A bit farther north and east, on Pier 16 at the South Street Seaport, was a cluster of activity tables beneath the shade of the highway overpass. The nearby soundstage hosted a bagpiper, then a raucous heavy metal band. Tall-masted ships bobbed nearby, casting shadows on the featured project, a giant ring knot overseen by artist Zoe Keramea.

Her husband, James Young, hovered nearby to assist Keramea as she stood at the rope’s working nexus, giving orders to another volunteer who relayed them via bullhorn to the dozen or so eager workers, moving together as if they were involved in an extremely meaningful ritual. Young described the process: “We are creating out of three foot manila hemp rope an enormous ring knot. It’s like a braid, but instead of being made of three lengths, it’s made of one length tripled upon itself, interwoven. At the end it’ll be spliced into itself and it’ll form a perfect, huge ring knot.”

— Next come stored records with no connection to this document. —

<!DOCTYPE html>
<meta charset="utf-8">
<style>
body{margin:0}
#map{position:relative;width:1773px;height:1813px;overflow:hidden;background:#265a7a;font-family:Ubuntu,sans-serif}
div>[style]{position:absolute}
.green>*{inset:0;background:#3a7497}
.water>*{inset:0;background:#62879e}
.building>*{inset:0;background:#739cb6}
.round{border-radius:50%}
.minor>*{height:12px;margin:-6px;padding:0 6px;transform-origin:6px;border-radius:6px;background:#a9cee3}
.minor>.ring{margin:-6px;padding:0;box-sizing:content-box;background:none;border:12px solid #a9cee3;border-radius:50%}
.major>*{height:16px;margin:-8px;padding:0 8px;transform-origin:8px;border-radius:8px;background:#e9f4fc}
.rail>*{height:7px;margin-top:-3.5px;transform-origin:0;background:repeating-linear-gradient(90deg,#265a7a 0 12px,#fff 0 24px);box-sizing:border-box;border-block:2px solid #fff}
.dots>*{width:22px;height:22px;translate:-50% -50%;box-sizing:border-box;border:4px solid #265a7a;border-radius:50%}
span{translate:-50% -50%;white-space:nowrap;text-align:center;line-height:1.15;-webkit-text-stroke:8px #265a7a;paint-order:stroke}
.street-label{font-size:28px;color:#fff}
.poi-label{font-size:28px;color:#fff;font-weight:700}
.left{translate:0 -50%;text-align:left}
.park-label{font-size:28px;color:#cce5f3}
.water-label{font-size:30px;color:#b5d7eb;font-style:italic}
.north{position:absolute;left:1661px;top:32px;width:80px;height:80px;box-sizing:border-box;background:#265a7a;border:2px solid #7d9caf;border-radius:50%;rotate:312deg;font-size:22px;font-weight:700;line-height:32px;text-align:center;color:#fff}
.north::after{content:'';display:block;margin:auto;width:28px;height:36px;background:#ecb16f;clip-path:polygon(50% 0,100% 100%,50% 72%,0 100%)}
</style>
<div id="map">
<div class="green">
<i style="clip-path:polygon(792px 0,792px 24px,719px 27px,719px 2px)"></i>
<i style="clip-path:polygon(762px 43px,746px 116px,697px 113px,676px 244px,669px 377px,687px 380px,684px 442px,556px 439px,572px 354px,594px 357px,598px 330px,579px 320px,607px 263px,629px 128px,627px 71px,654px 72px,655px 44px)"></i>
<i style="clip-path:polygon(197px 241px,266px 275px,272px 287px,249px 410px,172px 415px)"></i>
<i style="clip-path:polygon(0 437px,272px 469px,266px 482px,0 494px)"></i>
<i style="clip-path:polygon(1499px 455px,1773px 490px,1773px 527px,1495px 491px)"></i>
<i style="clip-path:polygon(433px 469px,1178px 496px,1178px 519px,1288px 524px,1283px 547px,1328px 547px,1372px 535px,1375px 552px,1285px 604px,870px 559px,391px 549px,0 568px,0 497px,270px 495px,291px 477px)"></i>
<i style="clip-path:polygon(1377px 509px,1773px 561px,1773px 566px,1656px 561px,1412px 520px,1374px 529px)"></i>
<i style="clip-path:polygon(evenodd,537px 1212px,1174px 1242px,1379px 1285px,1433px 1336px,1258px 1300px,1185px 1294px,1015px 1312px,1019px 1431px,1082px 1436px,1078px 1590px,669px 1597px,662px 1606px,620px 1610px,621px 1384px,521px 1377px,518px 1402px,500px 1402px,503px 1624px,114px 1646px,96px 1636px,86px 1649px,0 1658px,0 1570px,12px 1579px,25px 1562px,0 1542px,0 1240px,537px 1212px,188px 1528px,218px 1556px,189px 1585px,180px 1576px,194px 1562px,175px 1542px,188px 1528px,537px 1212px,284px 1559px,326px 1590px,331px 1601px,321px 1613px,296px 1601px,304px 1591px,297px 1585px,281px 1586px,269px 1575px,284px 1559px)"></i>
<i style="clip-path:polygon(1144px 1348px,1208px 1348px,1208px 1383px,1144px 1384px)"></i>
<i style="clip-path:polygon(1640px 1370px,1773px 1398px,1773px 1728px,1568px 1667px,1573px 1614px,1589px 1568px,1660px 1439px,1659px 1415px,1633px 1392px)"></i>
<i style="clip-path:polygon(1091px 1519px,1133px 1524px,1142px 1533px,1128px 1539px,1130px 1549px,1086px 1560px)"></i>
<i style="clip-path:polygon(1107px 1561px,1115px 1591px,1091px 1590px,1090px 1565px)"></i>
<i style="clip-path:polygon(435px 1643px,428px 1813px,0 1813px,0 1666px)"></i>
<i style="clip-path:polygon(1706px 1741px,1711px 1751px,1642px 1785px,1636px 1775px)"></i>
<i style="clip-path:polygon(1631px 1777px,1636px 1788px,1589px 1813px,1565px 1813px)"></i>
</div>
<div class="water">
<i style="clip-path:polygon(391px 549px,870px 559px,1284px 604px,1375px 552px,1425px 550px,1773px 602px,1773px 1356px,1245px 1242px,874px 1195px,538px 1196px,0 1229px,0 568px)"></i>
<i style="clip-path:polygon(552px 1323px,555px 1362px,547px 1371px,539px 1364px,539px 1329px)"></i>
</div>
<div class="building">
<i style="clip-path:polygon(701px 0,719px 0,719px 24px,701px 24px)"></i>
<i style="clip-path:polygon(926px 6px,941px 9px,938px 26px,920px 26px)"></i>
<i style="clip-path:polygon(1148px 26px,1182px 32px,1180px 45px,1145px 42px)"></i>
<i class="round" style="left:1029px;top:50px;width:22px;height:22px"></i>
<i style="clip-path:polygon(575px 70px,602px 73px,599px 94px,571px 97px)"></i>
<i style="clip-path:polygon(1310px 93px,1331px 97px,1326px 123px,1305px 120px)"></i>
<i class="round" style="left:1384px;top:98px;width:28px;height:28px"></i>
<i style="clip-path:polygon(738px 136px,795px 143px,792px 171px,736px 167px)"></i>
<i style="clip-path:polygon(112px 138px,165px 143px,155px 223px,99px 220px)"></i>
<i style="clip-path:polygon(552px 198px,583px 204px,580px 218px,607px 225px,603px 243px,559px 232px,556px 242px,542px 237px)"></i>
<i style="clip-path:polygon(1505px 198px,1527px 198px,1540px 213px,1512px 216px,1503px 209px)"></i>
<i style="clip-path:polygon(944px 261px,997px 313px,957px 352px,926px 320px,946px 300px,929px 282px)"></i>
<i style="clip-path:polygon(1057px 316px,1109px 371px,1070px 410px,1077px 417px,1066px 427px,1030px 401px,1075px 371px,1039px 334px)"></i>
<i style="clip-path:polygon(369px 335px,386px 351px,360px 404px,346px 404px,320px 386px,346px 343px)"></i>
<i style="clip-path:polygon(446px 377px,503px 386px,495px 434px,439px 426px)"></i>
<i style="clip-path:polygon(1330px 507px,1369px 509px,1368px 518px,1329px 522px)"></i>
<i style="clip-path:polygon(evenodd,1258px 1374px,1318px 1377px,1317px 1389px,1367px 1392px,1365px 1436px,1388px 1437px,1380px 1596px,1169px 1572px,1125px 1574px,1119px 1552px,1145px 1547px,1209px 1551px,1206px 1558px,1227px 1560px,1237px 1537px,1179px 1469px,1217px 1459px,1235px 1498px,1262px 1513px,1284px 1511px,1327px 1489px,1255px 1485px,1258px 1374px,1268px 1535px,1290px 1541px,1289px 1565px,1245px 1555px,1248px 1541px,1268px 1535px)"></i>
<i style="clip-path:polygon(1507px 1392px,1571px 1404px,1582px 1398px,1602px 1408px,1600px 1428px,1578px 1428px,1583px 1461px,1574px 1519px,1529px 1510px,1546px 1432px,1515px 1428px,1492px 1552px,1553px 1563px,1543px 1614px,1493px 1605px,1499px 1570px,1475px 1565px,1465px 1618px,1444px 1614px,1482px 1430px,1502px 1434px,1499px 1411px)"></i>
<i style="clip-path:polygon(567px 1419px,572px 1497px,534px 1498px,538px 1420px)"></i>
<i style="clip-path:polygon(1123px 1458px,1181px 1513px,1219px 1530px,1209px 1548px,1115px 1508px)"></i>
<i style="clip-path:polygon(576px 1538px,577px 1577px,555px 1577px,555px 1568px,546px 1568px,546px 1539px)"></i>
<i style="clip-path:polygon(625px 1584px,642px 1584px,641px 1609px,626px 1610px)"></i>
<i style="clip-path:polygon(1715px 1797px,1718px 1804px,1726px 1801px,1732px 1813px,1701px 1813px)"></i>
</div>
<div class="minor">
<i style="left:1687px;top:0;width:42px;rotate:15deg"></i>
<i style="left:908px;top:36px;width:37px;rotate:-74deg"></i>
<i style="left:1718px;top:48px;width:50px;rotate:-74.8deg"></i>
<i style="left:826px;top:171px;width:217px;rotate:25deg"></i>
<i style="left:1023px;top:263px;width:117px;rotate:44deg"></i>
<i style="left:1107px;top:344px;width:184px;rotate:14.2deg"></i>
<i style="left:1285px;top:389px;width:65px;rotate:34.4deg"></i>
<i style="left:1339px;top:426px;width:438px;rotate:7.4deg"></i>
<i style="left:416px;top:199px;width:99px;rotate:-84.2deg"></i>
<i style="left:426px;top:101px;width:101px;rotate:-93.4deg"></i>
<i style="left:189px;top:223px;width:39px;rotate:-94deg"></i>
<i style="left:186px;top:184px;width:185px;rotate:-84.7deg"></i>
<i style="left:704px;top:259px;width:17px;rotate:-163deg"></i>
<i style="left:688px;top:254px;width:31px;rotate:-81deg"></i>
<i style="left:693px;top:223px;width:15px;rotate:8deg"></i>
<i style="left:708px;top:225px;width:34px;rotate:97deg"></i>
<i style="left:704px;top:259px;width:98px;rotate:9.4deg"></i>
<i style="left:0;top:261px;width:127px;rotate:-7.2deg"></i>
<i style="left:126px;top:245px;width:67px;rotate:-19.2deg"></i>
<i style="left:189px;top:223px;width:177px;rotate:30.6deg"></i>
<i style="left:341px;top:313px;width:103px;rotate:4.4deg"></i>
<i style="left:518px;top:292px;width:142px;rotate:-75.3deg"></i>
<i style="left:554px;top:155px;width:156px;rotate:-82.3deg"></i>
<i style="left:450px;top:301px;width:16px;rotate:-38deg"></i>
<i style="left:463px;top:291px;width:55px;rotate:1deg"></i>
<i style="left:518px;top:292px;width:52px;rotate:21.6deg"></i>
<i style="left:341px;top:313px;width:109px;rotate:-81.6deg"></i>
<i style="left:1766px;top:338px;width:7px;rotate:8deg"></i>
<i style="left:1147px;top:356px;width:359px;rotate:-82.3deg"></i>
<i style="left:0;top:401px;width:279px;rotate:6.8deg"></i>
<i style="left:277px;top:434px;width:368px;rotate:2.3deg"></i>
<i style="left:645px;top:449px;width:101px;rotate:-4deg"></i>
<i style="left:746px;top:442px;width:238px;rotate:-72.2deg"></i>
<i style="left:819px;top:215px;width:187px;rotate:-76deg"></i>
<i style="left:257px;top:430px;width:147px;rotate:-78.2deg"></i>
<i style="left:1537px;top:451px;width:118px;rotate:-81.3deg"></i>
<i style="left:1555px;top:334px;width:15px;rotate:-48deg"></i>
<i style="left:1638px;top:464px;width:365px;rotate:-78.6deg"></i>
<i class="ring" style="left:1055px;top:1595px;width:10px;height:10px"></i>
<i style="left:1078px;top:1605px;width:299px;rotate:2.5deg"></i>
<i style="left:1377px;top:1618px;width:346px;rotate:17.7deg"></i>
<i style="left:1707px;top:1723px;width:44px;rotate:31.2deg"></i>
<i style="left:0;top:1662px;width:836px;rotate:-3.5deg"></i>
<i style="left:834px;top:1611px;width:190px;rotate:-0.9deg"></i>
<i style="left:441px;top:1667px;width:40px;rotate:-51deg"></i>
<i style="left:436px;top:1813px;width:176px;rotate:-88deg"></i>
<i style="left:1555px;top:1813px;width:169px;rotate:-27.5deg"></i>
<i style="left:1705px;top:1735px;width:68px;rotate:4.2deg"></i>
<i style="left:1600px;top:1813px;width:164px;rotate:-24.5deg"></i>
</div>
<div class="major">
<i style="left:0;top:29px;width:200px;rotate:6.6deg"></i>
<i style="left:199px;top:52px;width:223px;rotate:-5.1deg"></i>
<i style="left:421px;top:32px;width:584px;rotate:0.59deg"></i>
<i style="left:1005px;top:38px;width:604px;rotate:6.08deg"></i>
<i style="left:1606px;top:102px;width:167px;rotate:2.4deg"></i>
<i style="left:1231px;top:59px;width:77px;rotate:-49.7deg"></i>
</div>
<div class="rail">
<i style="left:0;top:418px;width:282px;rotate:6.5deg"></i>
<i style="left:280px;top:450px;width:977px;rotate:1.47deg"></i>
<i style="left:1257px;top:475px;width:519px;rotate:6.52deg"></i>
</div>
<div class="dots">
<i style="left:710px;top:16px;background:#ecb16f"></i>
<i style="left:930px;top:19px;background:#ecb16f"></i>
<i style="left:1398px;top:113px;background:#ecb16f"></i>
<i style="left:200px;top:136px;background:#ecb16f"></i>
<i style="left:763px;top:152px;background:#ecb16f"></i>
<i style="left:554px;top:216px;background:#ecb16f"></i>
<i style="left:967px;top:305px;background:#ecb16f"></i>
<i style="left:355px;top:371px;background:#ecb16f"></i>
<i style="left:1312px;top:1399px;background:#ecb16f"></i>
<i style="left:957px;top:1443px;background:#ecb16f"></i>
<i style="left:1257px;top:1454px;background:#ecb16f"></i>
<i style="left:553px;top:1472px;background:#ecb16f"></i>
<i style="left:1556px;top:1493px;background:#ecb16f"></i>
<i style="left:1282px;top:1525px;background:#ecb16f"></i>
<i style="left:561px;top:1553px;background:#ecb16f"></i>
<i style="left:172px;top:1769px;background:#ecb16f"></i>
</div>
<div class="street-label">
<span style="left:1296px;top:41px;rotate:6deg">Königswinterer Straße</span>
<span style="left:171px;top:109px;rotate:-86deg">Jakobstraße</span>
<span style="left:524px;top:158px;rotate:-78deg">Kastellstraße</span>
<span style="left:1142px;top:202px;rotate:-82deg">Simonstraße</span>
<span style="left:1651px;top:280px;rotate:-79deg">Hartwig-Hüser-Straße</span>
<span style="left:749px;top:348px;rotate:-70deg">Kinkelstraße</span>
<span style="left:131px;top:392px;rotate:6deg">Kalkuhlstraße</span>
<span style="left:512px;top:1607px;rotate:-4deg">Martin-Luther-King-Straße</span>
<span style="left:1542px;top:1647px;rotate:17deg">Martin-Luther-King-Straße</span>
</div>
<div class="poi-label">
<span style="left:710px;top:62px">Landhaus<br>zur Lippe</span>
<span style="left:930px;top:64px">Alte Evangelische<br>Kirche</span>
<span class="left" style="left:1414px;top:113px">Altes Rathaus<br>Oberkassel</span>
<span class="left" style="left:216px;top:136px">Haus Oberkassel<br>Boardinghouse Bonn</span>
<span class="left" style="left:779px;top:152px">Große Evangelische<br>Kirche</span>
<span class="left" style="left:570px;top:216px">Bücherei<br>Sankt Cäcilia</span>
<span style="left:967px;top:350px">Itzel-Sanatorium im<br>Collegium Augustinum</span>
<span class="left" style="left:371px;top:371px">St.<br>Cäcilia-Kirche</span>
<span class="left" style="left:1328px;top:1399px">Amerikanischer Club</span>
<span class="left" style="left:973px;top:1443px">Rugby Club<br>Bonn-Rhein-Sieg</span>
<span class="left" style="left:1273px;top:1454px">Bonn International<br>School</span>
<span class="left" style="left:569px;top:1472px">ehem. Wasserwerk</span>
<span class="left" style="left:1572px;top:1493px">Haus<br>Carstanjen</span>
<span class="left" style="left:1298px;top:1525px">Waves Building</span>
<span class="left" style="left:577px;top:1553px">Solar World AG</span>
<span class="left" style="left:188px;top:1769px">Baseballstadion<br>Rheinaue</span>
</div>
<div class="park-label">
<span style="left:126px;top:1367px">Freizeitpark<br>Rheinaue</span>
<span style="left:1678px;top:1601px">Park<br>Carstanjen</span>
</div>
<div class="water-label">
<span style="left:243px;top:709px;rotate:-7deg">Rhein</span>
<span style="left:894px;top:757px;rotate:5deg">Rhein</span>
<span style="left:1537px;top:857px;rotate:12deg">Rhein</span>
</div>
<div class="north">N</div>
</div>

By midafternoon, the braided circle already looked about three-quarters done. Its approximately 20-foot diameter lay next to some facsimiles drawn in chalk on the pier boards nearby. And the knot-as-drawing theme repeated under at one booth, where participants learned the basics of knot-making. Adjacent tables offered woodcut rubbing, bookmark making, and plain old drawing.

Community art projects were also underway at Teardrop Park in Battery Park, where artists Ellen Driscoll and Larry Dobens stretched out 20-foot-long sheets of inkblot splattered paper across the grass, and invited the public to embellish them, while at the World Financial Center, artist Fritz Welch and architect Matt Gagnon set up kiosks in the plaza, and asked people to stick their hands inside and draw from memory. The drawings were then wheat pasted to the side of the kiosks, whereupon participants were free to begin playing with day-glo tape to “tag” the plaza and Winter Garden.

 “We wanted to expand people’s ideas of what drawing is and what it can be,” said the public relations officer for the Drawing Center, Lisa Gold, who anticipates the event will return next year. “The Big Draw was a chance for people to use drawing as a way to slow down and look at their environment in a new way — we’re all so rushed, rushed, and not really looking at things, and drawing lets you see in a new way. And it’s fun.”